ACTION ITEM ::
The full listing, copied exactly and free of pictures, is the expected reply.

(PROVIDED MATERIAL)

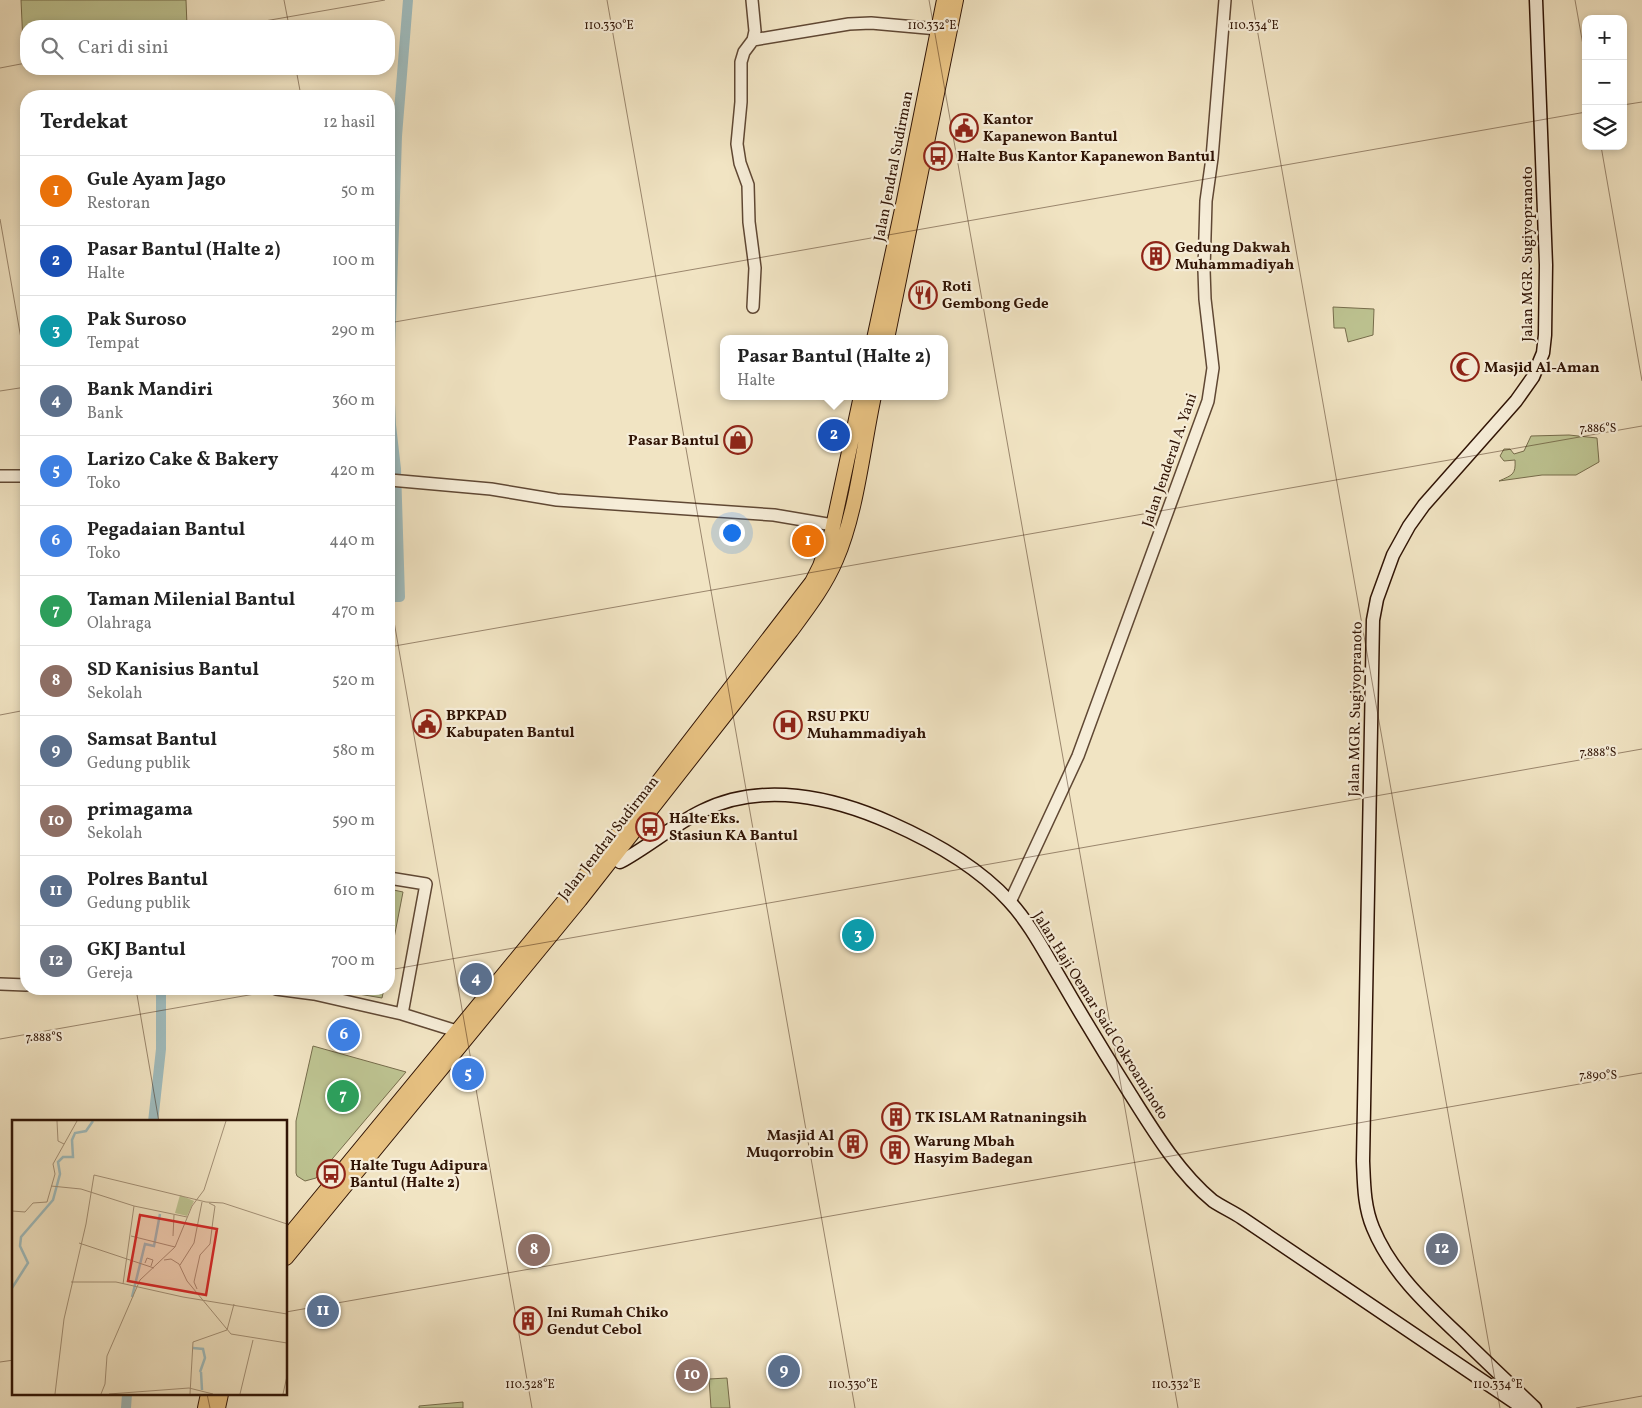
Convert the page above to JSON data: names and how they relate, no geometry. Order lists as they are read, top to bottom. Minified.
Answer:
{"streets":{"main road":["Jalan Jendral Sudirman","Jalan MGR. Sugiyopranoto","Jalan Haji Oemar Said Cokroaminoto"],"street":["Jalan Jenderal A. Yani"]},"crossings":[["Jalan Jendral Sudirman","Jalan Haji Oemar Said Cokroaminoto"],["Jalan Jenderal A. Yani","Jalan Haji Oemar Said Cokroaminoto"]],"places":{"public building":["Kantor Kapanewon Bantul","BPKPAD Kabupaten Bantul"],"bus stop":["Halte Bus Kantor Kapanewon Bantul","Halte Eks. Stasiun KA Bantul","Halte Tugu Adipura Bantul (Halte 2)"],"building":["Gedung Dakwah Muhammadiyah","TK ISLAM Ratnaningsih","Masjid Al Muqorrobin","Warung Mbah Hasyim Badegan","Ini Rumah Chiko Gendut Cebol"],"restaurant":["Roti Gembong Gede"],"mosque":["Masjid Al-Aman"],"shop":["Pasar Bantul"],"hospital":["RSU PKU Muhammadiyah"]},"page":{"map_buttons":["+","−"],"search":"Cari di sini","heading":["Terdekat","12 hasil"],"list":[{"mark":"1","name":"Gule Ayam Jago","note":"Restoran","value":"50 m"},{"mark":"2","name":"Pasar Bantul (Halte 2)","note":"Halte","value":"100 m"},{"mark":"3","name":"Pak Suroso","note":"Tempat","value":"290 m"},{"mark":"4","name":"Bank Mandiri","note":"Bank","value":"360 m"},{"mark":"5","name":"Larizo Cake & Bakery","note":"Toko","value":"420 m"},{"mark":"6","name":"Pegadaian Bantul","note":"Toko","value":"440 m"},{"mark":"7","name":"Taman Milenial Bantul","note":"Olahraga","value":"470 m"},{"mark":"8","name":"SD Kanisius Bantul","note":"Sekolah","value":"520 m"},{"mark":"9","name":"Samsat Bantul","note":"Gedung publik","value":"580 m"},{"mark":"10","name":"primagama","note":"Sekolah","value":"590 m"},{"mark":"11","name":"Polres Bantul","note":"Gedung publik","value":"610 m"},{"mark":"12","name":"GKJ Bantul","note":"Gereja","value":"700 m"}],"popup":["Pasar Bantul (Halte 2)","Halte"],"pins":["2","1","3","4","6","5","7","12","8","11","9","10"]},"coordinates":["110.330°E","110.332°E","110.334°E","7.886°S","7.888°S","7.890°S","110.328°E"]}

(End PROVIDED MATERIAL)

EXERCISE OUTPUT ::
Convert the page above to JSON data: names and how they relate, no geometry. Order lists as they are read, top to bottom. Minified.
Answer:
{"streets":{"main road":["Jalan Jendral Sudirman","Jalan MGR. Sugiyopranoto","Jalan Haji Oemar Said Cokroaminoto"],"street":["Jalan Jenderal A. Yani"]},"crossings":[["Jalan Jendral Sudirman","Jalan Haji Oemar Said Cokroaminoto"],["Jalan Jenderal A. Yani","Jalan Haji Oemar Said Cokroaminoto"]],"places":{"public building":["Kantor Kapanewon Bantul","BPKPAD Kabupaten Bantul"],"bus stop":["Halte Bus Kantor Kapanewon Bantul","Halte Eks. Stasiun KA Bantul","Halte Tugu Adipura Bantul (Halte 2)"],"building":["Gedung Dakwah Muhammadiyah","TK ISLAM Ratnaningsih","Masjid Al Muqorrobin","Warung Mbah Hasyim Badegan","Ini Rumah Chiko Gendut Cebol"],"restaurant":["Roti Gembong Gede"],"mosque":["Masjid Al-Aman"],"shop":["Pasar Bantul"],"hospital":["RSU PKU Muhammadiyah"]},"page":{"map_buttons":["+","−"],"search":"Cari di sini","heading":["Terdekat","12 hasil"],"list":[{"mark":"1","name":"Gule Ayam Jago","note":"Restoran","value":"50 m"},{"mark":"2","name":"Pasar Bantul (Halte 2)","note":"Halte","value":"100 m"},{"mark":"3","name":"Pak Suroso","note":"Tempat","value":"290 m"},{"mark":"4","name":"Bank Mandiri","note":"Bank","value":"360 m"},{"mark":"5","name":"Larizo Cake & Bakery","note":"Toko","value":"420 m"},{"mark":"6","name":"Pegadaian Bantul","note":"Toko","value":"440 m"},{"mark":"7","name":"Taman Milenial Bantul","note":"Olahraga","value":"470 m"},{"mark":"8","name":"SD Kanisius Bantul","note":"Sekolah","value":"520 m"},{"mark":"9","name":"Samsat Bantul","note":"Gedung publik","value":"580 m"},{"mark":"10","name":"primagama","note":"Sekolah","value":"590 m"},{"mark":"11","name":"Polres Bantul","note":"Gedung publik","value":"610 m"},{"mark":"12","name":"GKJ Bantul","note":"Gereja","value":"700 m"}],"popup":["Pasar Bantul (Halte 2)","Halte"],"pins":["2","1","3","4","6","5","7","12","8","11","9","10"]},"coordinates":["110.330°E","110.332°E","110.334°E","7.886°S","7.888°S","7.890°S","110.328°E"]}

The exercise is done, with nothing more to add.